Skip any pictures. Repeat the data exactly, from its first line through the line that holds "position:relative; flex:1; overflow:hidden", both included.

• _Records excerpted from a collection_

——————————

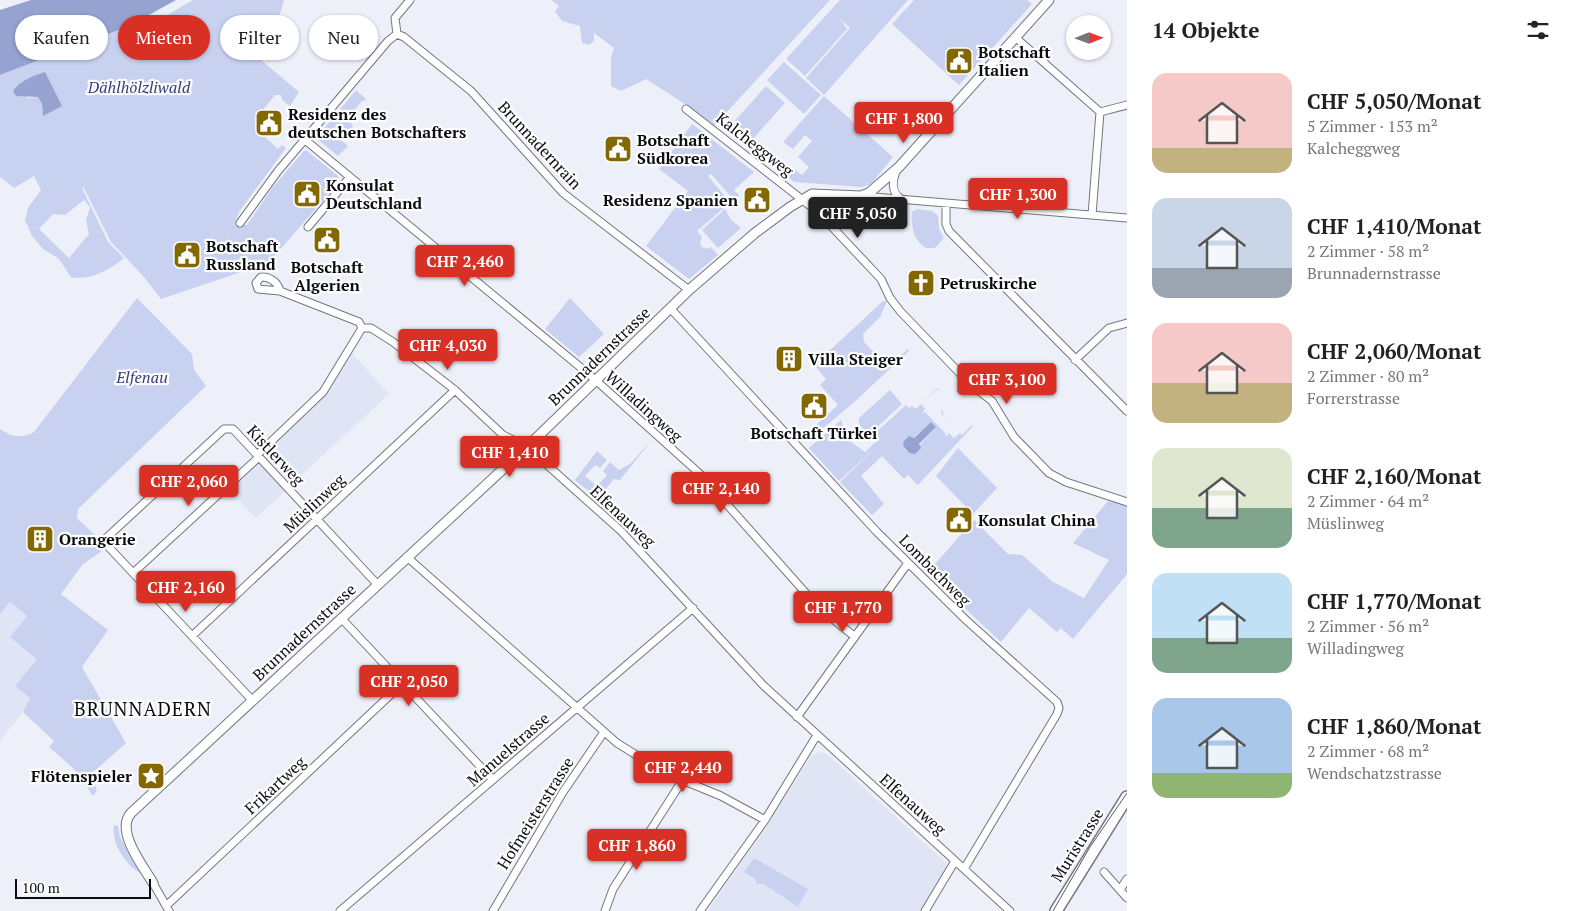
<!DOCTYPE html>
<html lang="de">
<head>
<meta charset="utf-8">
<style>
  :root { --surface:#fff; --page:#f6f6f6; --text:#222; --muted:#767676; --accent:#d93025 }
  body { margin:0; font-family:"PT Serif",serif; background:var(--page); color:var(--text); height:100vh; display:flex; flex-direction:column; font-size:19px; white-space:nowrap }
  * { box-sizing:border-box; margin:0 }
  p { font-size:16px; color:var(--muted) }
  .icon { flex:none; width:28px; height:28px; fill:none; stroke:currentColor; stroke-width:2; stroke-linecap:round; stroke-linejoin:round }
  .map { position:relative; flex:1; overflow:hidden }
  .drawer { display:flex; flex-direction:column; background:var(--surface); width:450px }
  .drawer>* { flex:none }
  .guide { position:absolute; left:15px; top:15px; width:475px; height:45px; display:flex; gap:10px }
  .needle { width:32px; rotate:89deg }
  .fabs { position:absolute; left:1066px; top:15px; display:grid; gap:10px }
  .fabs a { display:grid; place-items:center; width:45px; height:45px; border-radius:50%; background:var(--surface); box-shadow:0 1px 4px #0004; font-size:25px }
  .scale { position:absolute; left:15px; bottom:12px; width:136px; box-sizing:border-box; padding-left:5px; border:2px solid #0b0c0f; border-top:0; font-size:14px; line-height:18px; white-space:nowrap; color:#0b0c0f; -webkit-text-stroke:4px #fefefe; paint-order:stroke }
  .price { position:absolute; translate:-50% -42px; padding:0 11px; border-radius:5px; background:var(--accent); color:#fff; font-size:16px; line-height:32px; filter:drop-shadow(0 1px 2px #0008) }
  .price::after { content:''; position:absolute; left:50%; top:30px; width:15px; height:11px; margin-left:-8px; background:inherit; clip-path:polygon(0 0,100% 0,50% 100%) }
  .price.current { background:#222; color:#fff }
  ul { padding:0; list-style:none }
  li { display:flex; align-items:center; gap:15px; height:125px; padding:0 25px }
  li span { display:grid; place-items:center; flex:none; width:140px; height:100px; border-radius:15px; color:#555 }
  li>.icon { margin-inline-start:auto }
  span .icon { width:60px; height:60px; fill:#fffc; stroke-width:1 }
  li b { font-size:21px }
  h2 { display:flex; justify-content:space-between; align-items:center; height:60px; padding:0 25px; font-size:21px }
  .tag { padding:0 18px; border-radius:22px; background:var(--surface); box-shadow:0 1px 4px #0004; font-size:18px; line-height:45px }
  .tag.current { background:var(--accent); color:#fff }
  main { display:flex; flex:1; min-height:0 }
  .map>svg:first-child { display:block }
</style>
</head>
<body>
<main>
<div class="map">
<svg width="1127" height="911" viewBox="0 0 1127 911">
  <rect width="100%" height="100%" fill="#edf0f9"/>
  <path fill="#e0e5f6" d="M352 353 389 394 292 484 267 457 266 452 322 399Z
    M260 464 285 491 256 518 230 491Z
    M10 602 27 616 37 659 15 686 30 698 23 712 0 741V614Z
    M818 752 827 754 946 863 945 870 920 911H707L762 834 810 757Z"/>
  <path fill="#c8d1ef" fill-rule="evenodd" d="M193 0H284L271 46 261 60 299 92 290 106 282 100 281 95H275L255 120 268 133 265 137 278 149 282 145 286 148 239 212 236 220 242 225H247L273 187 304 151 306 150 338 176 339 182 263 269 259 266 161 299 144 277 111 242 83 186 82 188 108 242 124 258C110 270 89 281 71 277L59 259 43 249 32 236 25 220 28 208 41 190 34 176 14 188 0 177V75L129 26 151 15 155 22ZM45 72 43 116 42 104 38 97 28 98 23 94ZM84 200 90 207 86 220 89 234 69 258 39 229 53 214 65 215Z
    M551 0H830L714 126 688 106 646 79 621 91 611 86V58L614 48 594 33V41L589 45 582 43 580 26 562 21 555 11 559 6Z
    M840 0H908L824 95 806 78 850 28 839 18 847 29 805 76 786 59Z
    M914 0H1027L1032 4 959 85 892 24Z
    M784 62 821 95 804 114 767 80Z
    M766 86 785 103 752 140 733 123Z
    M356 90 367 100 362 101 347 118 353 126 341 140 348 146 338 156 316 138Z
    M824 96 893 157 871 184 862 187 794 182 788 177 794 169 802 175 809 167 798 157 812 141 805 135 793 149 783 142Z
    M692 124 754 172 734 190 739 195 735 201 711 174 708 176 728 200 725 207 697 231 702 237 700 243 702 247 707 249 711 247 718 255 689 279 646 246 688 191 659 169Z
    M725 209 731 220 741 228 718 248 702 230Z
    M917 209 932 211 938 216 939 229 944 238 935 248H926C913 240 911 226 912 212Z
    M137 298 192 354 194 370 206 386 78 509 77 518 103 543 102 551 83 564 61 594 108 630 82 667 126 743 90 775 97 790 93 796 73 768 49 747 54 741 23 712 30 698 15 686 37 659 10 637 27 616 10 602 0 614V429C12 437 21 439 34 432Z
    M570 298 604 334 579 357 545 329Z
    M883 301H887L880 317 863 334 864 342 885 364 889 362 891 364 908 349 909 351 851 405 821 430 816 425 838 405 820 385 826 379 814 365Z
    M937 388 941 392 937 389 921 404 928 412 925 409 922 414 925 412 946 434 945 437 949 434 946 431 954 438 960 433 962 435 972 425 964 417 956 424 949 417C944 419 940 414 942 409L935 402 942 409 944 417H949L956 424 964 417 973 426 918 485 908 475 904 479 882 456 861 476 884 504 872 515 840 482 879 444 839 481 809 448 841 420 847 439 865 452 878 440 873 435 906 405 909 408 912 406 916 409ZM931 422 936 427 919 446 909 453 904 448 909 437 913 438Z
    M890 390 902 404 872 432C864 431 858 427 859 418Z
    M652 440 620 480 614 479 598 499 575 480 597 451 607 460 600 468 595 465 585 476 597 486 607 475 603 471 610 462 619 470 630 464Z
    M958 448 997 488 973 514 936 476Z
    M1108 501 1127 505V574L1073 639 1061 628 1057 632 1029 608 1001 642 927 573 974 520 1008 554 1022 555 1053 582 1084 598 1109 560 1073 543Z
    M114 825 118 826 120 837 140 873C125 864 111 843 114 825Z
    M754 858 808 889 798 907 764 884H757L755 879 744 872Z"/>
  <path fill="#96a3d0" d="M31 0H176L129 26 0 75V10Z
    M45 72 62 106 43 116 42 104 38 97 16 96 13 91C20 80 34 76 45 72Z
    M931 422 936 427 919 444 921 448 915 454 909 453 904 447 903 442 909 436 914 438Z"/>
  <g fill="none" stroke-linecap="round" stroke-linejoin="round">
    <defs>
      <path id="minor" d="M397 34 404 37 471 91 563 193 689 290
        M397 34 395 18 410 0
        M1015 37 1100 112 1092 215
        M686 109 818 212 881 279 890 298 900 311 971 385 992 401 1014 437 1049 473 1066 482 1127 502
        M1100 112 1127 105
        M304 139 591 376 699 473 819 608 854 636
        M897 170C892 180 891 192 901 199
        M862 196 1127 218
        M946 203V224L949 231 1127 411
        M240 223 278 171 388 41 397 34
        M308 227 350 177
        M280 291 258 289 256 283 261 277C270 276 278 283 280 291L359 322 362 328
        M670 308 877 532 966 620 1057 702 1059 708 1057 714 964 869
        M362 328H371L393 342 455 390 503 435 527 447 621 531 763 685 1010 911
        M1075 360 1109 328 1127 323
        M257 455 323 392 362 328
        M407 557 617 743 665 773 721 796 765 820
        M133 573 259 457
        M341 618 493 780
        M192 636 455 390
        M252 700 103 541 224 429H233L377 584
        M797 717 908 563
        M1104 872 1127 898
        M153 883 169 911
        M1120 890 1127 879
        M166 906 402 684
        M340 911 693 608
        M493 911 563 792 604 732
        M605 911 613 889 682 781
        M700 911 765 820 817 735
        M925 911 955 861"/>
      <path id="tertiary" d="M153 883C143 866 115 831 131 813L527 447 689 290 755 233 790 207 812 194 861 196 869 193 899 167 1049 0"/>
      <path id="primary" d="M1056 911 1127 797"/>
    </defs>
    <use href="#minor" stroke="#73767e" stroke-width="9"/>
    <use href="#tertiary" stroke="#73767e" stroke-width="11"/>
    <use href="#primary" stroke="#73767e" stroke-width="14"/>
    <use href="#minor" stroke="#fff" stroke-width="7"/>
    <use href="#tertiary" stroke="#fff" stroke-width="9"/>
    <use href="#primary" stroke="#fff" stroke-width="11"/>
    <path stroke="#57595e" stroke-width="1" d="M1053 911 1090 847 1127 793"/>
  </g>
  <defs>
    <symbol id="civic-square" viewBox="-11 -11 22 22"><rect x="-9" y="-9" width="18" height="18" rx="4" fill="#836700" stroke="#fefefe"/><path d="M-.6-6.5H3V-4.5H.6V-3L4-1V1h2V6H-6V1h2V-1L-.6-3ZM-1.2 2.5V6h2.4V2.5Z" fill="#fff"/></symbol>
    <symbol id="church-square" viewBox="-11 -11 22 22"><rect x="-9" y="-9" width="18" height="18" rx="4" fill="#836700" stroke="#fefefe"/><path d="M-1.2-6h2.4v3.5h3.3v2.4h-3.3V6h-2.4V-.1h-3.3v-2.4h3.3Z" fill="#fff"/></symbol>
    <symbol id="building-square" viewBox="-11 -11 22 22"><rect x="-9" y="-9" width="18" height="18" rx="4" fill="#836700" stroke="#fefefe"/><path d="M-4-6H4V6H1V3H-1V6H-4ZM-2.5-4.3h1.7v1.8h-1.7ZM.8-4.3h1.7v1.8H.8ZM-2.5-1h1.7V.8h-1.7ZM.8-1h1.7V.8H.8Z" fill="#fff"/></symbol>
    <symbol id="sight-square" viewBox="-11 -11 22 22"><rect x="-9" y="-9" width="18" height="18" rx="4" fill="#836700" stroke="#fefefe"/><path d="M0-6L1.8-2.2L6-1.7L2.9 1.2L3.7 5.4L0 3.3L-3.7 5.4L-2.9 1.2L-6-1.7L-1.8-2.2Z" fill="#fff"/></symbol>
  </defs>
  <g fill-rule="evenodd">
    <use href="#civic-square" x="943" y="45" width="32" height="32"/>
    <use href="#civic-square" x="253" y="107" width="32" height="32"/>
    <use href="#civic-square" x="602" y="133" width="32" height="32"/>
    <use href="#civic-square" x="291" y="178" width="32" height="32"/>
    <use href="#civic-square" x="741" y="184" width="32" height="32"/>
    <use href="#civic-square" x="311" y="224" width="32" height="32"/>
    <use href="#civic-square" x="171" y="239" width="32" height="32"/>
    <use href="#church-square" x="905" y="267" width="32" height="32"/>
    <use href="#building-square" x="773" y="343" width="32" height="32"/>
    <use href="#civic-square" x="798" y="390" width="32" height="32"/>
    <use href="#civic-square" x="943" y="504" width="32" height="32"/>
    <use href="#building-square" x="24" y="523" width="32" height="32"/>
    <use href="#sight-square" x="135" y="760" width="32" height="32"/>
  </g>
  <g text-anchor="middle" stroke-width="4.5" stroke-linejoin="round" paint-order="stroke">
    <g font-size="16" font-weight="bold" fill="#0b0c0f" stroke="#fefefe" text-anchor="start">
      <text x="978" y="58">Botschaft<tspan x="978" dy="18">Italien</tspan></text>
      <text x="288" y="120">Residenz des<tspan x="288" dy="18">deutschen Botschafters</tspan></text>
      <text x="637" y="146">Botschaft<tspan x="637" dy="18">Südkorea</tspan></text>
      <text x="326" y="191">Konsulat<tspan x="326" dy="18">Deutschland</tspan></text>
      <text x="738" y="206" text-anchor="end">Residenz Spanien</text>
      <text x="206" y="252">Botschaft<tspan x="206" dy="18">Russland</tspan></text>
      <text x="327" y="273" text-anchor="middle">Botschaft<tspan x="327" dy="18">Algerien</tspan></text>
      <text x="940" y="289">Petruskirche</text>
      <text x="808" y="365">Villa Steiger</text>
      <text x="814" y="439" text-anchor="middle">Botschaft Türkei</text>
      <text x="978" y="526">Konsulat China</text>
      <text x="59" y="545">Orangerie</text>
      <text x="132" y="782" text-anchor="end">Flötenspieler</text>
    </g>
    <g font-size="16" font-style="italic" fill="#34407a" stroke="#fefefe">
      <text x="139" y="93">Dählhölzliwald</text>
      <text x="142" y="383">Elfenau</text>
    </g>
    <g font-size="16" fill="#0b0c0f" stroke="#fefefe">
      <text transform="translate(755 144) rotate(38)" y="6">Kalcheggweg</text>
      <text transform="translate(540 145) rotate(47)" y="6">Brunnadernrain</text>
      <text transform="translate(599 356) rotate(-44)" y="6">Brunnadernstrasse</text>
      <text transform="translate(644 406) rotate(42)" y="6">Willadingweg</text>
      <text transform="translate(276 455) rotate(47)" y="6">Kistlerweg</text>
      <text transform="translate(314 503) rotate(-43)" y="6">Müslinweg</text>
      <text transform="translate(623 516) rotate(43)" y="6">Elfenauweg</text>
      <text transform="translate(935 570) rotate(45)" y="6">Lombachweg</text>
      <text transform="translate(304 632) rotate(-43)" y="6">Brunnadernstrasse</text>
      <text transform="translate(508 749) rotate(-41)" y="6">Manuelstrasse</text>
      <text transform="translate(275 785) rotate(-43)" y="6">Frikartweg</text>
      <text transform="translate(913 804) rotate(42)" y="6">Elfenauweg</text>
      <text transform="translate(535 813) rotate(-58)" y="6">Hofmeisterstrasse</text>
      <text transform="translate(1077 845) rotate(-58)" y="6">Muristrasse</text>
    </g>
    <g font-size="19" letter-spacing="1" fill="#0b0c0f" stroke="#fefefe">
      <text x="143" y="716">BRUNNADERN</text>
    </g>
  </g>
</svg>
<div class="fabs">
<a><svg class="needle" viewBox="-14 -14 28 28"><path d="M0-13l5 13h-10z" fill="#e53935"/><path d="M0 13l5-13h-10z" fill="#767676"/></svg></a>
</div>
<div class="scale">100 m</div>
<b class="price" style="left:904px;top:144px">CHF 1,800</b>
<b class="price" style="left:1018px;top:220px">CHF 1,300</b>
<b class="price current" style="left:858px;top:239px">CHF 5,050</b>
<b class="price" style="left:465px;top:287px">CHF 2,460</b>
<b class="price" style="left:448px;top:371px">CHF 4,030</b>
<b class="price" style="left:1007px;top:405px">CHF 3,100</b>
<b class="price" style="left:510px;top:478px">CHF 1,410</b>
<b class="price" style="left:189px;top:507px">CHF 2,060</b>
<b class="price" style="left:721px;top:514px">CHF 2,140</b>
<b class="price" style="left:186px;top:613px">CHF 2,160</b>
<b class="price" style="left:843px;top:633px">CHF 1,770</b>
<b class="price" style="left:409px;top:707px">CHF 2,050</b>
<b class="price" style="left:683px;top:793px">CHF 2,440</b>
<b class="price" style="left:637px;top:871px">CHF 1,860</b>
<div class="guide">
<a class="tag">Kaufen</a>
<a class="tag current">Mieten</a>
<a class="tag">Filter</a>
<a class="tag">Neu</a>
</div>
</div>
<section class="drawer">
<h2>14 Objekte<svg class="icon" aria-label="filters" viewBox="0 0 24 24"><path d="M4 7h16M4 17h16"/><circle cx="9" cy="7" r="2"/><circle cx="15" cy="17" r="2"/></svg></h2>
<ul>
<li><span style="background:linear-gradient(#f6c9c9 75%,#c2b280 0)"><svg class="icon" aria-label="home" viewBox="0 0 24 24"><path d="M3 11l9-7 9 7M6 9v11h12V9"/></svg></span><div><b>CHF 5,050/Monat</b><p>5 Zimmer · 153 m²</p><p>Kalcheggweg</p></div></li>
<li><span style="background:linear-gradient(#c9d6e8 70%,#9aa5b1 0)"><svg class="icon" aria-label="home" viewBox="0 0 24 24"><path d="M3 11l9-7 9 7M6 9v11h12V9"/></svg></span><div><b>CHF 1,410/Monat</b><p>2 Zimmer · 58 m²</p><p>Brunnadernstrasse</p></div></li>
<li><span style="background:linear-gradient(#f6c9c9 60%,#c2b280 0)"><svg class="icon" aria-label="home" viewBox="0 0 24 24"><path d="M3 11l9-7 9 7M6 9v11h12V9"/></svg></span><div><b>CHF 2,060/Monat</b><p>2 Zimmer · 80 m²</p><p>Forrerstrasse</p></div></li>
<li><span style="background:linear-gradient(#dfe7d0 60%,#7fa58c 0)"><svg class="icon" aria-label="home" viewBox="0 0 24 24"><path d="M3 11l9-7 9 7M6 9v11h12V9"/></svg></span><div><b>CHF 2,160/Monat</b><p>2 Zimmer · 64 m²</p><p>Müslinweg</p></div></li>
<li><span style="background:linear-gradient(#bfe0f5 65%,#7fa58c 0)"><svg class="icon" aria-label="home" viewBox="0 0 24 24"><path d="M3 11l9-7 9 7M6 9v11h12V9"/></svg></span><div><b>CHF 1,770/Monat</b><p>2 Zimmer · 56 m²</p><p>Willadingweg</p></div></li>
<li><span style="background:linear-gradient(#a9c7e8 75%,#8fb573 0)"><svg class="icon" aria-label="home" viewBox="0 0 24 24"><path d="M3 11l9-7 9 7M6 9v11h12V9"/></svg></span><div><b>CHF 1,860/Monat</b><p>2 Zimmer · 68 m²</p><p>Wendschatzstrasse</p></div></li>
</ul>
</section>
</main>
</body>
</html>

——————————

• _Solution to this task_
<!DOCTYPE html>
<html lang="de">
<head>
<meta charset="utf-8">
<style>
  :root { --surface:#fff; --page:#f6f6f6; --text:#222; --muted:#767676; --accent:#d93025 }
  body { margin:0; font-family:"PT Serif",serif; background:var(--page); color:var(--text); height:100vh; display:flex; flex-direction:column; font-size:19px; white-space:nowrap }
  * { box-sizing:border-box; margin:0 }
  p { font-size:16px; color:var(--muted) }
  .icon { flex:none; width:28px; height:28px; fill:none; stroke:currentColor; stroke-width:2; stroke-linecap:round; stroke-linejoin:round }
  .map { position:relative; flex:1; overflow:hidden }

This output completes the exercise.